■ **Directions for this task**: Leaving out all pictures, reproduce the entries below exactly, from the first line through the line that contains "position:absolute; left:481px; top:102px;".
(Supplied data begins)
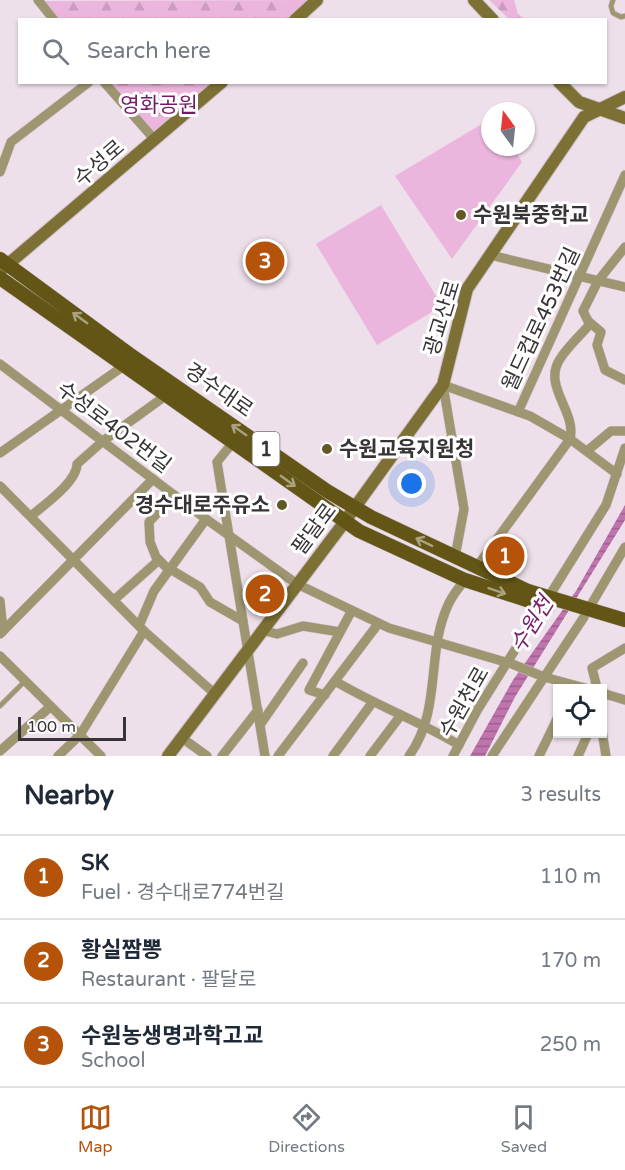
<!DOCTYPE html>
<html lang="en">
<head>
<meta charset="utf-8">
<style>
  :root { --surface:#fff; --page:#f2f2f3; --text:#1f2937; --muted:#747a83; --line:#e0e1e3; --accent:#b45309 }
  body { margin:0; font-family:"Varela Round","Noto Sans KR",sans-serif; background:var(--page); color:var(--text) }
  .controls { position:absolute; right:18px; bottom:18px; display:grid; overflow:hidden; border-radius:0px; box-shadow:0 2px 4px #0004 }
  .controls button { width:54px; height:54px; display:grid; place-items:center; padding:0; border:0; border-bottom:2px solid var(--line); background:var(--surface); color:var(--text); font:30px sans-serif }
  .compass { position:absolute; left:481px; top:102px; width:54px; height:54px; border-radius:50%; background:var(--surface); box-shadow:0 2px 4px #0004; rotate:345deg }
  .scale { position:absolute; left:18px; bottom:15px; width:108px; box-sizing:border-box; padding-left:6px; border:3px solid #383337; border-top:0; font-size:16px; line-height:21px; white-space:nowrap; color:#383337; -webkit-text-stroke:4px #fff; paint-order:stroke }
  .you { position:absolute; left:412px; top:484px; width:21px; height:21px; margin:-15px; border:4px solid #fff; border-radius:50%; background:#1a73e8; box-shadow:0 0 0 9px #1a73e833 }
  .badge { display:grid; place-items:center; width:39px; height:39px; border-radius:50%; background:var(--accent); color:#fff; font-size:20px; font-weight:700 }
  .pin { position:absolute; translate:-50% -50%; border:3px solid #fff; box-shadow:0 2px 6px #0006 }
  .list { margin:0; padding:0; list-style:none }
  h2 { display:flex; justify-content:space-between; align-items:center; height:78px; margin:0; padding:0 24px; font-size:26px }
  h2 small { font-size:20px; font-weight:400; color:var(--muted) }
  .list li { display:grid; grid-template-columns:39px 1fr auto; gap:18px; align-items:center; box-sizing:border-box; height:84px; padding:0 24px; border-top:2px solid var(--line) }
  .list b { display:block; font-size:22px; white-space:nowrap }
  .list p { margin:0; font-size:20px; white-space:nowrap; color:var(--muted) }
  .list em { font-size:20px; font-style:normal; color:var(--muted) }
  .icon { flex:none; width:33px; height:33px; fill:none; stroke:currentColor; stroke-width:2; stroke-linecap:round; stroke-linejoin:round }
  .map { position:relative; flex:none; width:625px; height:756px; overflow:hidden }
  .search { position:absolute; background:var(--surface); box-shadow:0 2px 4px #0004; left:18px; right:18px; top:18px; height:66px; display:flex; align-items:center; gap:15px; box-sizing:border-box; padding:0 21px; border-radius:0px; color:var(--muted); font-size:22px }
  .sheet { height:330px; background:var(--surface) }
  nav { display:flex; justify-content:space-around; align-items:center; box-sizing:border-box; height:84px; border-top:2px solid var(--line); background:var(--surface); font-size:16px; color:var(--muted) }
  nav a { display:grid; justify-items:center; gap:3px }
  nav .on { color:var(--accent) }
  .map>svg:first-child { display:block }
</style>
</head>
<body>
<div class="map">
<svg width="625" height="756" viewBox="0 0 625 756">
  <defs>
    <pattern id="forest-firs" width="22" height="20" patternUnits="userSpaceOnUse" patternTransform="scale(1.5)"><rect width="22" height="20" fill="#ebb5dd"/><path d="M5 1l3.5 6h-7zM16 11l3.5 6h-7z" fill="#ca9cbe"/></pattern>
    <pattern id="water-rules" width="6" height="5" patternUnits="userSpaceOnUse" patternTransform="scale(1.5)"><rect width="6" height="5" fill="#bf74ae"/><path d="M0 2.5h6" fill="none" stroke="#9c608e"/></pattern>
  </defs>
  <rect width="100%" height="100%" fill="#eee0ea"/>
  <g fill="#ebb5dd">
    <polygon points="490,119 490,147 513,147 522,162 452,259 395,176"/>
    <polygon points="381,205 442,306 377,345 316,244"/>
  </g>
  <g fill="url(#forest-firs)">
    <polygon points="311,0 289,20 59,19 43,1"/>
    <polygon points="489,0 514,0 518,14 525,19 509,19"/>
    <polygon points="111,83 218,83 156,137"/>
  </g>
  <polygon fill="url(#water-rules)" points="625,505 625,520 515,697 485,756 470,756 513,680 576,591"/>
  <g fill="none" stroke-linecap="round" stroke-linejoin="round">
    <g stroke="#cabdc6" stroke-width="6">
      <g id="lane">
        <polyline points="613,0 611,6 613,13 621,17 625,16"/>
        <polyline points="0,706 25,681"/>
      </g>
    </g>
    <g stroke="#cabdc6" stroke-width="10">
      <g id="street">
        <polyline points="38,0 54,20"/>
        <polyline points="104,82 155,140"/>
        <polyline points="0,172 11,142 89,82"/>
        <polyline points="625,247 598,281 583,311 588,321 601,332 597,345 605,370 625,380"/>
        <polyline points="490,255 625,287"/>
        <polyline points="0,364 206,519 297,584 389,628 512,664 544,677 585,688"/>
        <polyline points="518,412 625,175"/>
        <polyline points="234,441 217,462 265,756"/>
        <polyline points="587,451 611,431 625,431"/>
        <polyline points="0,453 125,365"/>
        <polyline points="0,486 144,631 214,693"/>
        <polyline points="174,495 149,522 150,542 156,557 165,566 200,587 210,602 243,621"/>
        <path d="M31 516C44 505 77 482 77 464L103 441 168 394"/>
        <polyline points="455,557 464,509 443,385 530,416 570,439 617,474"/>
        <path d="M476 568 570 439C577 412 542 386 560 359 568 346 581 335 590 324"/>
        <polyline points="548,598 606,505 625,448"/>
        <polyline points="114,600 159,560"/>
        <polyline points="0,601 3,631"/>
        <polyline points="588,610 625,547"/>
        <polyline points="139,626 154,591 206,519"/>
        <polyline points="261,630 277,634 303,626 340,632"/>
        <polyline points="0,634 153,479"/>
        <polyline points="0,656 101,756"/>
        <path d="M335 681C375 705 419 721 459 745"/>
        <polyline points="597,688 592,668 625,648"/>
        <polyline points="602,693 625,700"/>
        <polyline points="325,695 309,690 351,612"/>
        <polyline points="260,725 303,663"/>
        <polyline points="602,731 606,756"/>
        <polyline points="182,738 207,756"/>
        <polyline points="0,751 50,707"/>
        <polyline points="58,756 80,735 144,631"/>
        <polyline points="222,756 258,710"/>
        <polyline points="278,756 378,624"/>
        <polyline points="333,756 372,703"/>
        <polyline points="370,756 401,715"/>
        <path d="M409 756C443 709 425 652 449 603 453 595 459 587 465 580"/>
        <polyline points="453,756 478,709 543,605"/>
        <polyline points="492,756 584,617"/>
        <polyline points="539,756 558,717"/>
        <polyline points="578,756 588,734"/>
      </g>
    </g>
    <g stroke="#cabdc6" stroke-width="14">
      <g id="secondary">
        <polyline points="474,0 493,20"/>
        <polyline points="295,20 317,0"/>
        <polyline points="559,82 579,102 625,118"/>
        <polyline points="0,271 222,82"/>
        <polyline points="168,756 340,528 443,385 467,289 584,117 625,97"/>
      </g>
    </g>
    <g stroke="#cabdc6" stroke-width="15">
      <g id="primary">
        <polyline points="0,259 129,354 327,491 371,517 528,591 625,620"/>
        <polyline points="0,278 359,531 465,580 548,607"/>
      </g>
    </g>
    <use href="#lane" stroke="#9e9670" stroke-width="4.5"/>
    <use href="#street" stroke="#9e9670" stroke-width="9"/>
    <use href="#secondary" stroke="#7d7034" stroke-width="12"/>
    <use href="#primary" stroke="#625516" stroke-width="14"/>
  </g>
  <defs><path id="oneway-shaft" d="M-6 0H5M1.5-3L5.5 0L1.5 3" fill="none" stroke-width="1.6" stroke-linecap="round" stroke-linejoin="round" transform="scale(1.5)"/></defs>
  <g stroke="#a9a27f">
    <use href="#oneway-shaft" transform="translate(80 318) rotate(-144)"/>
    <use href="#oneway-shaft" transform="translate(239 430) rotate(-145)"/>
    <use href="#oneway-shaft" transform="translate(288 481) rotate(36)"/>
    <use href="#oneway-shaft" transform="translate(424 542) rotate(-154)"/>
    <use href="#oneway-shaft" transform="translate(497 591) rotate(18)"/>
  </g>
  <g fill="#635825" stroke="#fff" stroke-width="2">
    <circle cx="461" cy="215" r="6"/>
    <circle cx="327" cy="449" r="6"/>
    <circle cx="282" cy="505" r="6"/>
  </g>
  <g text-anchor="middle" stroke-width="6" stroke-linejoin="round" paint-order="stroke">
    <rect fill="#fff" stroke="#747073" stroke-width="1.5" x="252.5" y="432" width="27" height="34" rx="4.5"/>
    <g font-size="20" font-weight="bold" fill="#383337">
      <text x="266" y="456">1</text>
    </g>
    <g font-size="21" fill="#751a66" stroke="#fff">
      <text x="159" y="112">영화공원</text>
    </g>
    <g font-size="21" fill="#383337" stroke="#fff">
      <text transform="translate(99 163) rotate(-41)" y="7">수성로</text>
      <text transform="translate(442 318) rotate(-73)" y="7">광교산로</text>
      <text transform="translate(541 319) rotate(-65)" y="7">월드컵로453번길</text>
      <text transform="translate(219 390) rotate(35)" y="7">경수대로</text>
      <text transform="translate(114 427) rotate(37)" y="7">수성로402번길</text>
      <text transform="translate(314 529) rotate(-53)" y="7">팔달로</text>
      <text transform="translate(464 702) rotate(-60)" y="7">수원천로</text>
    </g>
    <g font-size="21" font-weight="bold" fill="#383337" stroke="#fff" text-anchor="start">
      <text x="473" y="222">수원북중학교</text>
      <text x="339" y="456">수원교육지원청</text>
      <text x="270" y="512" text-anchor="end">경수대로주유소</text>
    </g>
    <g font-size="22" font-style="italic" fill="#7a206b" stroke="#fff">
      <text transform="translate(531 624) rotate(-58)" y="8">수원천</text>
    </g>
  </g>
</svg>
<div class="controls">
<button><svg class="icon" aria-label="locate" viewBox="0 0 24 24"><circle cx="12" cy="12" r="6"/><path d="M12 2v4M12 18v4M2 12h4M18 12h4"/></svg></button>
</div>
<svg class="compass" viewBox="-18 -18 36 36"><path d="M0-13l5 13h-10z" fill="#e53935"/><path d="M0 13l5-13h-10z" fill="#747a83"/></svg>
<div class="scale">100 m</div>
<div class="you"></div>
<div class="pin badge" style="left:505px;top:556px">1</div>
<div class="pin badge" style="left:265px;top:594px">2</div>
<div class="pin badge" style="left:265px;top:261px">3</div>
<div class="search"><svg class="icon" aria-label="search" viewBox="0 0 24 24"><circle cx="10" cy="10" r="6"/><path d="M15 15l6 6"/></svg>Search here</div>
</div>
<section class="sheet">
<h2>Nearby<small>3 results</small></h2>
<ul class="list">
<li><span class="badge">1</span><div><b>SK</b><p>Fuel · 경수대로774번길</p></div><em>110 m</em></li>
<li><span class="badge">2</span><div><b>황실짬뽕</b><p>Restaurant · 팔달로</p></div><em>170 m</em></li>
<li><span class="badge">3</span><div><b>수원농생명과학고교</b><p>School</p></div><em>250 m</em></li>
</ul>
</section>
<nav>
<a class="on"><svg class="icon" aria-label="map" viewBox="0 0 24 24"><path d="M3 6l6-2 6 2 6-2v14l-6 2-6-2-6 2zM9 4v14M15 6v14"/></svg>Map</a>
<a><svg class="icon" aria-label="directions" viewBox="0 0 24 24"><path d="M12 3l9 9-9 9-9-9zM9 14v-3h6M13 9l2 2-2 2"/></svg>Directions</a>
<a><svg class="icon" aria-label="saved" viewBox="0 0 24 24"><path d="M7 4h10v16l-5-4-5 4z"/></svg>Saved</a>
</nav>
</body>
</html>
(Supplied data ends)
■ **Solution for this exercise**:
<!DOCTYPE html>
<html lang="en">
<head>
<meta charset="utf-8">
<style>
  :root { --surface:#fff; --page:#f2f2f3; --text:#1f2937; --muted:#747a83; --line:#e0e1e3; --accent:#b45309 }
  body { margin:0; font-family:"Varela Round","Noto Sans KR",sans-serif; background:var(--page); color:var(--text) }
  .controls { position:absolute; right:18px; bottom:18px; display:grid; overflow:hidden; border-radius:0px; box-shadow:0 2px 4px #0004 }
  .controls button { width:54px; height:54px; display:grid; place-items:center; padding:0; border:0; border-bottom:2px solid var(--line); background:var(--surface); color:var(--text); font:30px sans-serif }
  .compass { position:absolute; left:481px; top:102px; width:54px; height:54px; border-radius:50%; background:var(--surface); box-shadow:0 2px 4px #0004; rotate:345deg }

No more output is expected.